Today’s Classics Blog is of Michael Curtiz’s 1954 musical romantic comedy, Irving Berlin’s White Christmas. I love the Christmas season but the cold weather & I have never been the best of friends. My wife, Cindy, and I go on vacation at he beginning of every December to escape the beginning of Tri-State winter for the warmth of Central Florida. This year, however, Cindy wanted to go up north. Not me! I like New Smyrna Beach FL and our friends Tiffany & Nicolle, the Hollister twins. She said okay, if we stop & see their brother Benny over at the Orlando Airport Outback before we fly back home. “Give me one reason, one good reason,”, I said, “why we should spend our last two hours in Florida looking at Freckle-Face Hollister, the dog-faced boy!” She reminded me that “Vermont should be beautiful this time of the year, with all that snow.”
Anyway, what was I talking about?

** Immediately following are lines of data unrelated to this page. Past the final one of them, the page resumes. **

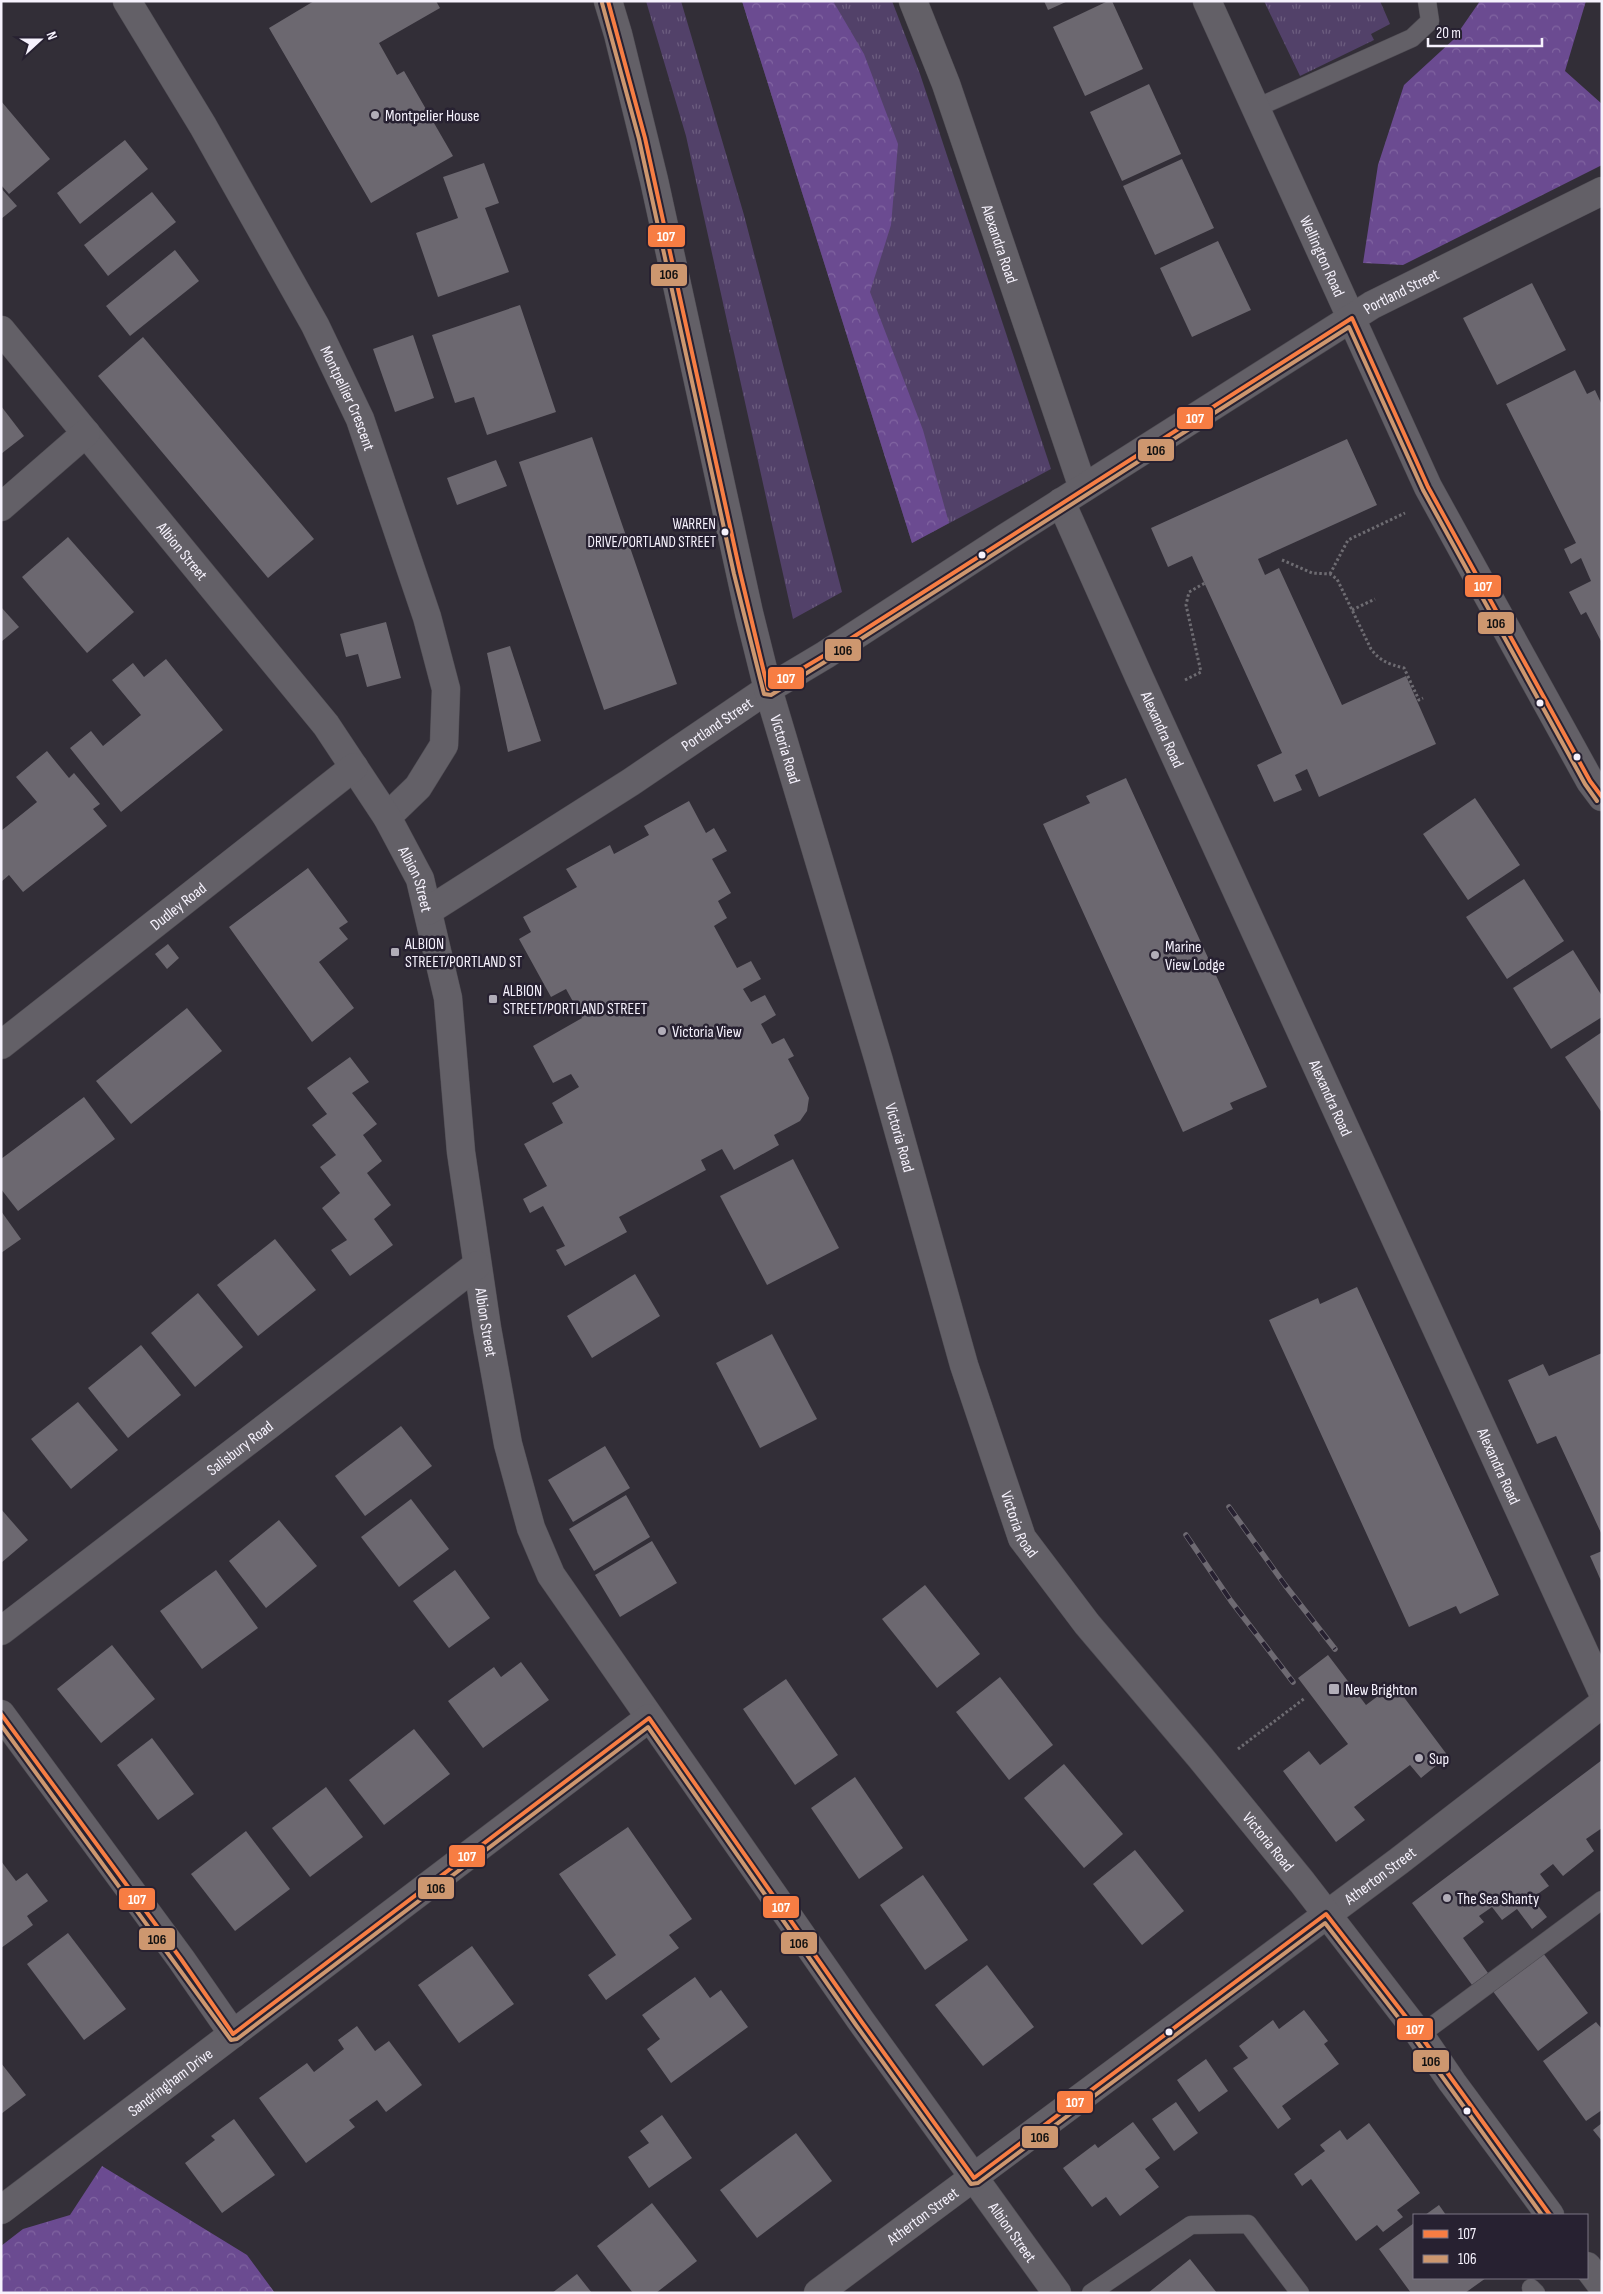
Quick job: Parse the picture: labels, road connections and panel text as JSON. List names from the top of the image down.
{
  "streets": {
    "street": [
      "Alexandra Road",
      "Wellington Road",
      "Portland Street",
      "Montpellier Crescent",
      "Albion Street",
      "Victoria Road",
      "Dudley Road",
      "Salisbury Road",
      "Atherton Street",
      "Sandringham Drive"
    ]
  },
  "crossings": [
    ["Alexandra Road", "Portland Street"],
    ["Wellington Road", "Portland Street"],
    ["Portland Street", "Albion Street"],
    ["Portland Street", "Victoria Road"],
    ["Montpellier Crescent", "Albion Street"],
    ["Albion Street", "Dudley Road"],
    ["Albion Street", "Salisbury Road"],
    ["Albion Street", "Atherton Street"],
    ["Albion Street", "Sandringham Drive"],
    ["Victoria Road", "Atherton Street"]
  ],
  "places": {
    "other": [
      "Montpelier House",
      "WARREN DRIVE/PORTLAND STREET",
      "Marine View Lodge",
      "Victoria View",
      "Sup",
      "The Sea Shanty"
    ],
    "transit": ["ALBION STREET/PORTLAND ST", "ALBION STREET/PORTLAND STREET", "New Brighton"]
  },
  "lines": ["transit line 107", "transit line 106"],
  "legend": ["107", "106"],
  "scale_bar": "20 m",
  "north": "right"
}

Oh yeah, Michael Curtiz’s White Christmas starring Bing Crosby & Danny Kaye. Bing plays Army Cpn. Bob Wallace, a Broadway entertainer as a civilian, who is leading a show for the Division on Christmas Eve ’44 in honor of his C.O., Gen. Waverly (Dean Jagger) who’s being put out to pasture. When enemy artillery hits the make-shift theater, Cpn. Wallace’s life is saved by Pvt. Phil Davis (Kaye), whose arm is injured in the process. Wallace goes to visit him & asks how he can repay the favor, and Davis asks him to do a duet with him. After the war, they become a big touring team and, one night, get duped into seeing the Haynes Sisters’ act (Vera Ellen & Rosemary Clooney). Love & collaboration ensues, and soon the quartet have to put a show together to save the Gen. Waverly’s VT lodge from bankruptcy.

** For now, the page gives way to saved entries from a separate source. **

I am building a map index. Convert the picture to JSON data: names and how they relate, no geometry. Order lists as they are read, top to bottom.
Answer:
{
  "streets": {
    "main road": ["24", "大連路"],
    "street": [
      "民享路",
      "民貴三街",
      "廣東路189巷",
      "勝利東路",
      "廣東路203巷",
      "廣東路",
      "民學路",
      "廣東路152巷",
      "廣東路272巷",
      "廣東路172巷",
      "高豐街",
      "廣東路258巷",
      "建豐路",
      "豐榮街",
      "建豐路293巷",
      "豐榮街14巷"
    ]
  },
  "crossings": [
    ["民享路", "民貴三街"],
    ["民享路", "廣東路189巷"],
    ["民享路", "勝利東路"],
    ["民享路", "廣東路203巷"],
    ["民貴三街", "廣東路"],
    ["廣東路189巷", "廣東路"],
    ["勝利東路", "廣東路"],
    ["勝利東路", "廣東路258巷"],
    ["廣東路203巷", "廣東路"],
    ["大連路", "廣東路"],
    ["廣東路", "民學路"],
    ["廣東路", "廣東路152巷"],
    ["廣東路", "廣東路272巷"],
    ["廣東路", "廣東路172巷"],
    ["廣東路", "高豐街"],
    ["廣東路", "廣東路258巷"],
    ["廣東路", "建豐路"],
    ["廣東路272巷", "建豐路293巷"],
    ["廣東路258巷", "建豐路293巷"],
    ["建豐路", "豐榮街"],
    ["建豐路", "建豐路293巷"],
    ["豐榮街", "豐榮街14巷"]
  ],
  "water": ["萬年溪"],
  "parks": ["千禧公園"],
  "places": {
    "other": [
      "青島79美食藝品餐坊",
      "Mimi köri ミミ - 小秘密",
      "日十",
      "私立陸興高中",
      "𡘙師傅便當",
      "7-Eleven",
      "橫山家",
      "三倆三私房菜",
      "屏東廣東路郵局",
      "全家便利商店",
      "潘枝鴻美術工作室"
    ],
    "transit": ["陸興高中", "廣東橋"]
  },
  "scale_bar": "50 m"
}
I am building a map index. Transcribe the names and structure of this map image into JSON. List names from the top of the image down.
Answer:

White Christmas was the 2nd highest grossing film of 1954. It was nominated for Best Song in 1955 at the 27th Oscars for Irving Berlin’s Count Your Blessings Instead of Sheep, not the composer’s title piece, White Christmas. Berlin was nominated for 9 Academy Awards, all for Original Song, winning once. The Oscar came 12 years earlier for…yes…it was White Christmas from Mark Sandrich’s Holiday Inn starring & sung by Bing, of course.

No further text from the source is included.